> Exercise objective
Find the lines of the records in which the word "tools" appears and report how many there are, as a number alone.

> Exercise inputs
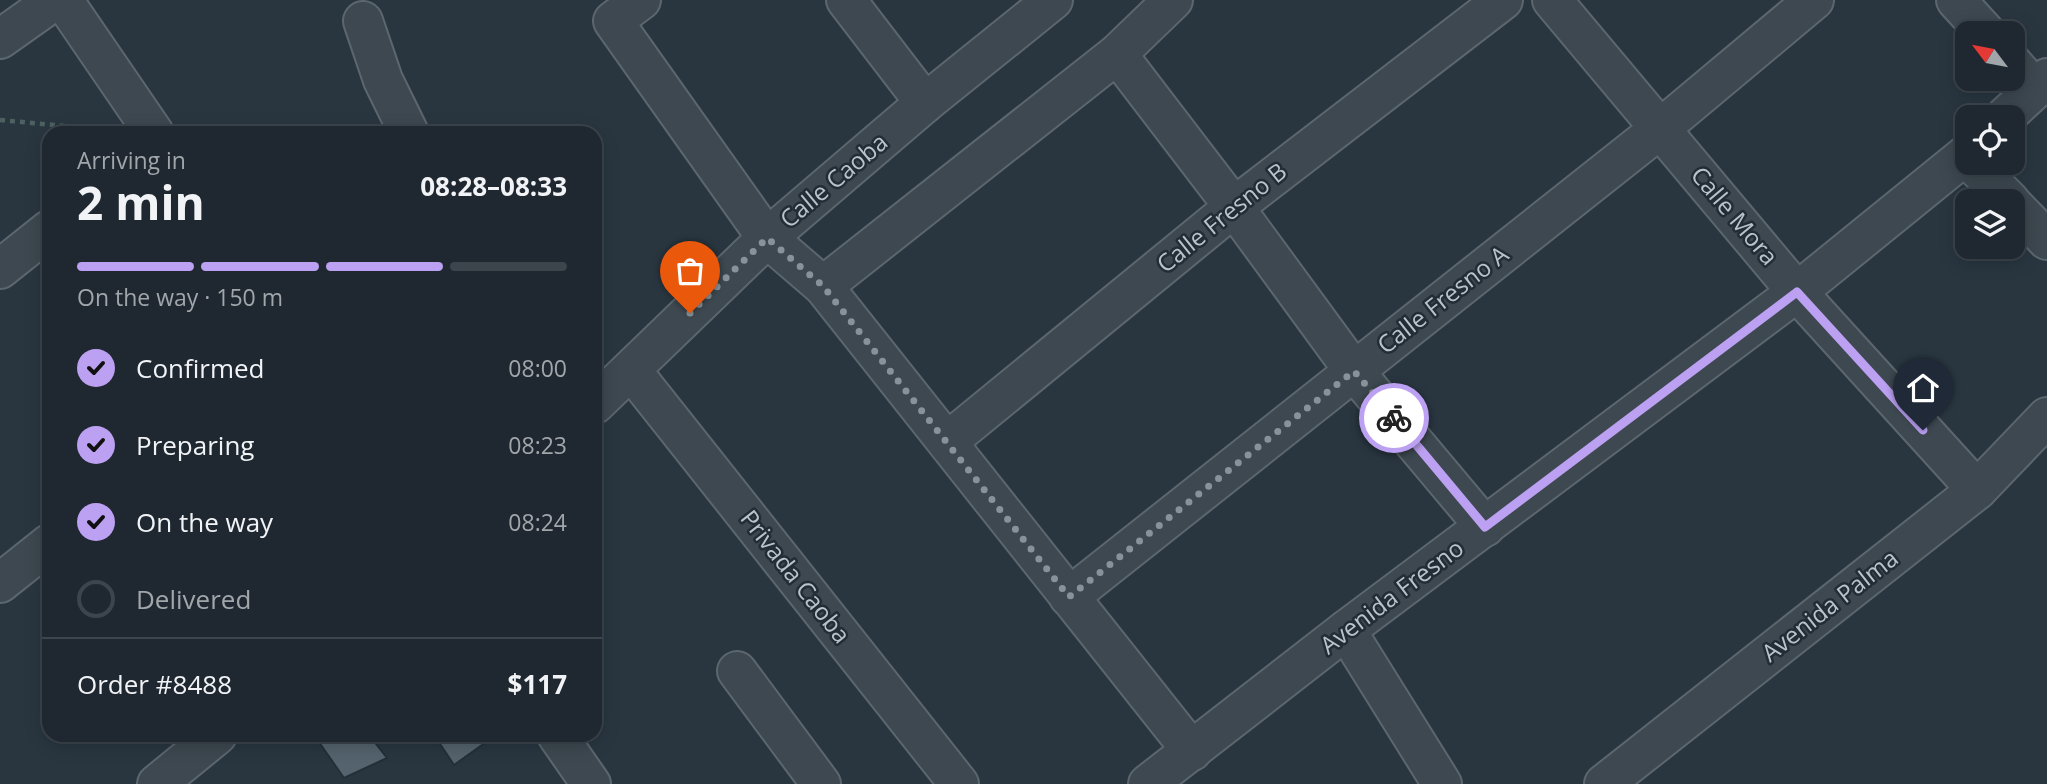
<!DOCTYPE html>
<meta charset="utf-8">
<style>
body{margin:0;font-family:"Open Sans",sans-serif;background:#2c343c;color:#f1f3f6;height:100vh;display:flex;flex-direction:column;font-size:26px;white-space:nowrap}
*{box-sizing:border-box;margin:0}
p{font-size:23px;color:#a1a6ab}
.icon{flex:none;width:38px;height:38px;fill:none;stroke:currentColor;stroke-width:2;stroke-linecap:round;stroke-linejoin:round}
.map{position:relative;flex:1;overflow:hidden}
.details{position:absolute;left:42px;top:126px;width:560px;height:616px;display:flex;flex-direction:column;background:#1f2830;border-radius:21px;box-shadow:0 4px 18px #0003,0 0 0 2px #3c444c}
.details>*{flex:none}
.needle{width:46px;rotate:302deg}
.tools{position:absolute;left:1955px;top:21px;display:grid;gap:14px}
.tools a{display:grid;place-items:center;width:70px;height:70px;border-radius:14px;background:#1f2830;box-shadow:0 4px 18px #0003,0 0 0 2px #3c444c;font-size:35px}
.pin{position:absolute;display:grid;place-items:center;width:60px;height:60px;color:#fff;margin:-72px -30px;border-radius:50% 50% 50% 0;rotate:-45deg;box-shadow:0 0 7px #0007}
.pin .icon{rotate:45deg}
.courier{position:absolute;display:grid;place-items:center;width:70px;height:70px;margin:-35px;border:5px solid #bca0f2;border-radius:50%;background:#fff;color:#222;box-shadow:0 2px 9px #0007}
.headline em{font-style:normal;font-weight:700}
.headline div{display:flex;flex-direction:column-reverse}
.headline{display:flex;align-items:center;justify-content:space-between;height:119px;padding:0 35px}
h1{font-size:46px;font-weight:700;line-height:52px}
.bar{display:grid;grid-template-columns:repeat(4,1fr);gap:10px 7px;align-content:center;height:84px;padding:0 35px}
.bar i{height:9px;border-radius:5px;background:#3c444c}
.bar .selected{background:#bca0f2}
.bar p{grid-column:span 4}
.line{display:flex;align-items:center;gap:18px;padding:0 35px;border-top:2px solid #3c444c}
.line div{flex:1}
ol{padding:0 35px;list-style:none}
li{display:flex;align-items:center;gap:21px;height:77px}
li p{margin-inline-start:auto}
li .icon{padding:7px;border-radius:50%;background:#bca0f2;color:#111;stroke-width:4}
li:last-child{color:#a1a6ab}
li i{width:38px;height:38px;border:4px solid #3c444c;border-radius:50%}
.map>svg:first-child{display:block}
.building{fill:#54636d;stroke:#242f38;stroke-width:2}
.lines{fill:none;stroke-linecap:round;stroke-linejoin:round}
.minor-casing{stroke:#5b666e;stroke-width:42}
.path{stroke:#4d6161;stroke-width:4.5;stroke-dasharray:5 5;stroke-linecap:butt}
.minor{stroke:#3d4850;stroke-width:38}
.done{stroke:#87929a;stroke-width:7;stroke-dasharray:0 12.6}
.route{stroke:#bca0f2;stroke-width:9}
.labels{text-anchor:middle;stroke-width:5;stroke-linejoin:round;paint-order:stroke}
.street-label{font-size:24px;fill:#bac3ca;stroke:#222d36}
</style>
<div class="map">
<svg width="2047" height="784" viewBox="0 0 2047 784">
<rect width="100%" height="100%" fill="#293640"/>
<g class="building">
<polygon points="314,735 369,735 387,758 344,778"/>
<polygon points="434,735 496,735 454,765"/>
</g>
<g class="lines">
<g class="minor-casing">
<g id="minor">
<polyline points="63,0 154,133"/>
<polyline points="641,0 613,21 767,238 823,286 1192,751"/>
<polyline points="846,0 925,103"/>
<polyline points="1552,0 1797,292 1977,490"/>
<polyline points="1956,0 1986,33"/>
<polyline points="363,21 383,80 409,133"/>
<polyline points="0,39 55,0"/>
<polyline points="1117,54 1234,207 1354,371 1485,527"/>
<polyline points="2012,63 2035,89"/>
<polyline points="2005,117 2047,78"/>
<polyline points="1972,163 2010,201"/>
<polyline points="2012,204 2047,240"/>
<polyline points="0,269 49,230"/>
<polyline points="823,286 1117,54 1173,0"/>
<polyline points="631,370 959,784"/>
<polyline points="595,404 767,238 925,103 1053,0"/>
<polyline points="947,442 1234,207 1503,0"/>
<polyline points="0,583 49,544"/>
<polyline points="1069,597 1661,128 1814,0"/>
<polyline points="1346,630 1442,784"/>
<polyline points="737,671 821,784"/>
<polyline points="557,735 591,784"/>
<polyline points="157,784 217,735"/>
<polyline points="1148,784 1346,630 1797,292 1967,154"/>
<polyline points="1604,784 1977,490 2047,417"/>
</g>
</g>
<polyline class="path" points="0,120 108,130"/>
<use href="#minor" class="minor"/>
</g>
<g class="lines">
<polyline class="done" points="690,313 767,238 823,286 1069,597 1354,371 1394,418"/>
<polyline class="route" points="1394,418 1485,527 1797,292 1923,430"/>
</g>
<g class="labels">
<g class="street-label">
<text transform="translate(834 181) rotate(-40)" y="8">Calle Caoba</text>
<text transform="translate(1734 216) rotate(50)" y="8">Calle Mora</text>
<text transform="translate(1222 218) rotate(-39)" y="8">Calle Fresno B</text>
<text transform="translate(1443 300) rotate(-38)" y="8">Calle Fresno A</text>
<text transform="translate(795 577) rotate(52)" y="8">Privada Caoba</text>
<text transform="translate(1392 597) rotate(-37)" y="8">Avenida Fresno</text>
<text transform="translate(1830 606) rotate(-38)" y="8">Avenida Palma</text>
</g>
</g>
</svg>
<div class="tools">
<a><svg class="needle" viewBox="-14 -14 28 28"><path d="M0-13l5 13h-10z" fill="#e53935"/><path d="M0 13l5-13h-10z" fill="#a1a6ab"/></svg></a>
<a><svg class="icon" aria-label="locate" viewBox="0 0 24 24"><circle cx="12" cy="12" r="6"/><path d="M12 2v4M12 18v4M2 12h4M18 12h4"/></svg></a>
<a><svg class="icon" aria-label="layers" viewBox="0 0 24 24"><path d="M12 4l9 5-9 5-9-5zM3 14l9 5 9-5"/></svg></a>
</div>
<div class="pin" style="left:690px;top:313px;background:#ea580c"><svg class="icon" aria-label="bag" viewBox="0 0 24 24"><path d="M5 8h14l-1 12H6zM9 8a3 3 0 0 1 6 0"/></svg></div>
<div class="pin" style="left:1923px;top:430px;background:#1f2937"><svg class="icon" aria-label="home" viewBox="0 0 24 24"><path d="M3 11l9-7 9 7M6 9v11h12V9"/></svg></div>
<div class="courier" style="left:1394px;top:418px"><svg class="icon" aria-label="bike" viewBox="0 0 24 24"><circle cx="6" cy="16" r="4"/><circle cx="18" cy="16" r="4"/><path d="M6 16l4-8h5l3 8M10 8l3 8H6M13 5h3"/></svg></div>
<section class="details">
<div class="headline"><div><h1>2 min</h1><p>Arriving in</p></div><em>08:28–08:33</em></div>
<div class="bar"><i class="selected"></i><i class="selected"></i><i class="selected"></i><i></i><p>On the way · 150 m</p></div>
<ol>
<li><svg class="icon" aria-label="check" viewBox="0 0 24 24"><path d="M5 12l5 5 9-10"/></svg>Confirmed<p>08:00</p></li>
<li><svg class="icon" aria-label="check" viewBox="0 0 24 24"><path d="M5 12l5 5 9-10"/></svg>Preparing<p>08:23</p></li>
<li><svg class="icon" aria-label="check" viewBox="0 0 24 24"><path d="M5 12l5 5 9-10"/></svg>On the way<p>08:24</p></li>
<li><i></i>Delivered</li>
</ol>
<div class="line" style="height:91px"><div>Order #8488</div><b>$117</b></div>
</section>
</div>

...

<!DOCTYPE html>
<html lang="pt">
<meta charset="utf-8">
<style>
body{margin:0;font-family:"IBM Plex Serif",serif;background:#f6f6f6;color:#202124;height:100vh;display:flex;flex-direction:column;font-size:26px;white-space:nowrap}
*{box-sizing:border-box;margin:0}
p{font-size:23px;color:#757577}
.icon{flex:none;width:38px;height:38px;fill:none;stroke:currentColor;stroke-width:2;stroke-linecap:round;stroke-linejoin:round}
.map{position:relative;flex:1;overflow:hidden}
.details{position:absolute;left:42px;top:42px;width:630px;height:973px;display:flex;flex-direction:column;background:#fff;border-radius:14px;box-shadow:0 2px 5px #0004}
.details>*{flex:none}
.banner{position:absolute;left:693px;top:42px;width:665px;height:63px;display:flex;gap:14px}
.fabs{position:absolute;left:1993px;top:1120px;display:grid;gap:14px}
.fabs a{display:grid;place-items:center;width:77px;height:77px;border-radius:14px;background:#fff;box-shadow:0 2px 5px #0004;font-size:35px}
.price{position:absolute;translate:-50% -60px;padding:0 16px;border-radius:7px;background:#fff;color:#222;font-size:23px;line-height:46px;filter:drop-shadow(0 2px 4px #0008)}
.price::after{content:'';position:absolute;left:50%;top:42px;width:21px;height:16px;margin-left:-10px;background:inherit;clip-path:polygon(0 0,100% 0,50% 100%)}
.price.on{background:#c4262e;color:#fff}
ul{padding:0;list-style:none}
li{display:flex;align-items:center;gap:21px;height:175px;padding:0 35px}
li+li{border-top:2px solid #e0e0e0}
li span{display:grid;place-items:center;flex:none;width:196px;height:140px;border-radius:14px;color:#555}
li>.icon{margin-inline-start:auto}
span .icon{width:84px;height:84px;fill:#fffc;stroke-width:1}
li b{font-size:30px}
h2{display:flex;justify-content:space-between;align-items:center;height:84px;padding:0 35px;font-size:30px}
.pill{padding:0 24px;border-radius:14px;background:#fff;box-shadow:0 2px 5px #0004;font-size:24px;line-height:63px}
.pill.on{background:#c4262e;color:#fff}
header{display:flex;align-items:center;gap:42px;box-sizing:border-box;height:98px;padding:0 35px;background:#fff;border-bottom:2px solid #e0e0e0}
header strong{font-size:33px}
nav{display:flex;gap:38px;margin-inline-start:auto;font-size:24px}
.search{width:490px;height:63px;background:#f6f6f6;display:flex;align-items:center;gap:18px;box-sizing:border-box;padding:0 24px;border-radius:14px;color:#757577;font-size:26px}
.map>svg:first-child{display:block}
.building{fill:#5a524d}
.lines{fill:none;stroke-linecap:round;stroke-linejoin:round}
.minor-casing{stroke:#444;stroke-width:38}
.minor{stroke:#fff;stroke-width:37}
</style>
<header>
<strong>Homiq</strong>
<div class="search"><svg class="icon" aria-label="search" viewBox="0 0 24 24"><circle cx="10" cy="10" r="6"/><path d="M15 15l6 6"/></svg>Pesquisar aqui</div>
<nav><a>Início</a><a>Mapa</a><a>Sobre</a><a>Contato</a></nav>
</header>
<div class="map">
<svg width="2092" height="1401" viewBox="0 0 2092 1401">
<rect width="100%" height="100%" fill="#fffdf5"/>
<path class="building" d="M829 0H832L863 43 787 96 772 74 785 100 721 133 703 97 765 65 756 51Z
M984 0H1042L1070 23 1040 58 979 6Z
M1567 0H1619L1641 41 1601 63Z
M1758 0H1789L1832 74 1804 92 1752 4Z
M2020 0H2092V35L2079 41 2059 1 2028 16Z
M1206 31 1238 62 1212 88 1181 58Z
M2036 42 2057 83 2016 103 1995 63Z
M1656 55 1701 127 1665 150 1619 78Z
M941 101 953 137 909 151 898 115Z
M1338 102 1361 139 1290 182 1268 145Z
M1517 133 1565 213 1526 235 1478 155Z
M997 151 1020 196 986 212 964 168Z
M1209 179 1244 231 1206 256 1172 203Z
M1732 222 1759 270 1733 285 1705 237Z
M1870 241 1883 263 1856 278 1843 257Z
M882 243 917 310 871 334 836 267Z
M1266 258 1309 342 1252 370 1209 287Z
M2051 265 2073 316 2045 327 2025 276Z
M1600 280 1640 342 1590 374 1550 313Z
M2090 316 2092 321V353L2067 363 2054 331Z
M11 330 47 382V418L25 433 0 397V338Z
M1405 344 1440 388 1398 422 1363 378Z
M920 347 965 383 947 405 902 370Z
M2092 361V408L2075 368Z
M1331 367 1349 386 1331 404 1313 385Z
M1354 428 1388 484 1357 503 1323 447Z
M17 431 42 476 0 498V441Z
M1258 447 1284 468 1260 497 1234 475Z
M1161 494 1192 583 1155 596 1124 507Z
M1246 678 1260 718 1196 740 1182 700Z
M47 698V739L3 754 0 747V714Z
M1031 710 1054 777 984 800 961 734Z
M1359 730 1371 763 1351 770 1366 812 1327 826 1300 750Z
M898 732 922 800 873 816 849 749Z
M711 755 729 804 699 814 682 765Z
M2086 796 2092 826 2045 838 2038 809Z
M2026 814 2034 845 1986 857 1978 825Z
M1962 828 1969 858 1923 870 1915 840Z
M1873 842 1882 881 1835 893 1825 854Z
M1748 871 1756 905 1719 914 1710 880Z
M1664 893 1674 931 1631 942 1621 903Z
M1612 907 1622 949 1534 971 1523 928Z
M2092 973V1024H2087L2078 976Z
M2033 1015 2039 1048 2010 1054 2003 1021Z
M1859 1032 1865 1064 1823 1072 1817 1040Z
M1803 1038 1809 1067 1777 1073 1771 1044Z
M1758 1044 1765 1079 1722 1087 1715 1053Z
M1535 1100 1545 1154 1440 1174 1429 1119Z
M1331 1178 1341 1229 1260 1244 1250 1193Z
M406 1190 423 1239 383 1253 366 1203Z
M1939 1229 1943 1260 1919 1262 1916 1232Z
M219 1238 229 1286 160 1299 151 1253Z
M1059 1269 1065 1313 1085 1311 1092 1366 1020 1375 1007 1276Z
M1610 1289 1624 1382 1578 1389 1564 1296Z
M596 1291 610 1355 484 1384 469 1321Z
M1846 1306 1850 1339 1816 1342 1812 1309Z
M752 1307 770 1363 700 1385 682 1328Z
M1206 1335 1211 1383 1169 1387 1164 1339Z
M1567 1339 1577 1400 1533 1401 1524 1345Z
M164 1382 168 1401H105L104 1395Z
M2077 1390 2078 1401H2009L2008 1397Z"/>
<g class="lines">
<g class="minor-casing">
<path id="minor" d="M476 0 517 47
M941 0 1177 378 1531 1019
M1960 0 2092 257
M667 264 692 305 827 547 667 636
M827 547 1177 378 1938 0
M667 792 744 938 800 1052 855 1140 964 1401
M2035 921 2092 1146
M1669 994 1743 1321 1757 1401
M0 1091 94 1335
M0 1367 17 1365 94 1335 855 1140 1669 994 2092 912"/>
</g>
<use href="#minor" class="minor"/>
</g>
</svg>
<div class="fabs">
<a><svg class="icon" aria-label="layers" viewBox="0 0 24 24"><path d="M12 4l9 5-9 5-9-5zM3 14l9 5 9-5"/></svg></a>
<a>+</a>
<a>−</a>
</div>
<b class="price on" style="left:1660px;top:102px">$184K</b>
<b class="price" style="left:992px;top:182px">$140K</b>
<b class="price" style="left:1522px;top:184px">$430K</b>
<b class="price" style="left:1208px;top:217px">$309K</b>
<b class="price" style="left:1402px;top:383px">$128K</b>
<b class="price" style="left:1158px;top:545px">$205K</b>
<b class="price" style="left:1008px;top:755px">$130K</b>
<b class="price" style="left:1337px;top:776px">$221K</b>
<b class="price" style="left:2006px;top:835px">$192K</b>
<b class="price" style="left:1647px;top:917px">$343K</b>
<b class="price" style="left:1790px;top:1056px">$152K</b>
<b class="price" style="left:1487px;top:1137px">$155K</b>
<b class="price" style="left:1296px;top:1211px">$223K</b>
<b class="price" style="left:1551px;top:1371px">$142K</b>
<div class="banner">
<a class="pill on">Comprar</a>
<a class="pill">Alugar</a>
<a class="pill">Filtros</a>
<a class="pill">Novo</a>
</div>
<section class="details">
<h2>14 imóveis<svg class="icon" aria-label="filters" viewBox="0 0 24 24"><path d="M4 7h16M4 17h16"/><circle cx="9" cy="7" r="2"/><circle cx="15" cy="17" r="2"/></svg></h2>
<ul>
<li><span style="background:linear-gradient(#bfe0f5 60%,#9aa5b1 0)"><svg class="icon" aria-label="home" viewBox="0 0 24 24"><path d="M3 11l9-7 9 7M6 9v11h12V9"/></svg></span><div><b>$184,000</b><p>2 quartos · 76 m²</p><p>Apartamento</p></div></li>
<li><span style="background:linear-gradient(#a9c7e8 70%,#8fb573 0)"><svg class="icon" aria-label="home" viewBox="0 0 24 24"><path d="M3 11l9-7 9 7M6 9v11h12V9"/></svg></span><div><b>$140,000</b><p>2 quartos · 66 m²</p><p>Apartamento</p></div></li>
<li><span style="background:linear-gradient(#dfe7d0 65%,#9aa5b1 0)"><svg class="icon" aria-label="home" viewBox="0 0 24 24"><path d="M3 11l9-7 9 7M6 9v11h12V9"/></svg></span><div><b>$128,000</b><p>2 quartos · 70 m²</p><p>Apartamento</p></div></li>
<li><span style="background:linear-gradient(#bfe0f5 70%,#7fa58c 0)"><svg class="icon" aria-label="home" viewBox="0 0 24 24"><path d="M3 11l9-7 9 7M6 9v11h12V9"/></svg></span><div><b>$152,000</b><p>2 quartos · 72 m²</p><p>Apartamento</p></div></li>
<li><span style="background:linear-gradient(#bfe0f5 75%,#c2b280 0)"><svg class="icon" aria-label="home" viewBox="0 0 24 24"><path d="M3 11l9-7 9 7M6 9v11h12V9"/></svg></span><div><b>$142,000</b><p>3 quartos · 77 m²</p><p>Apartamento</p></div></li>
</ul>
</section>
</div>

> Exercise result
3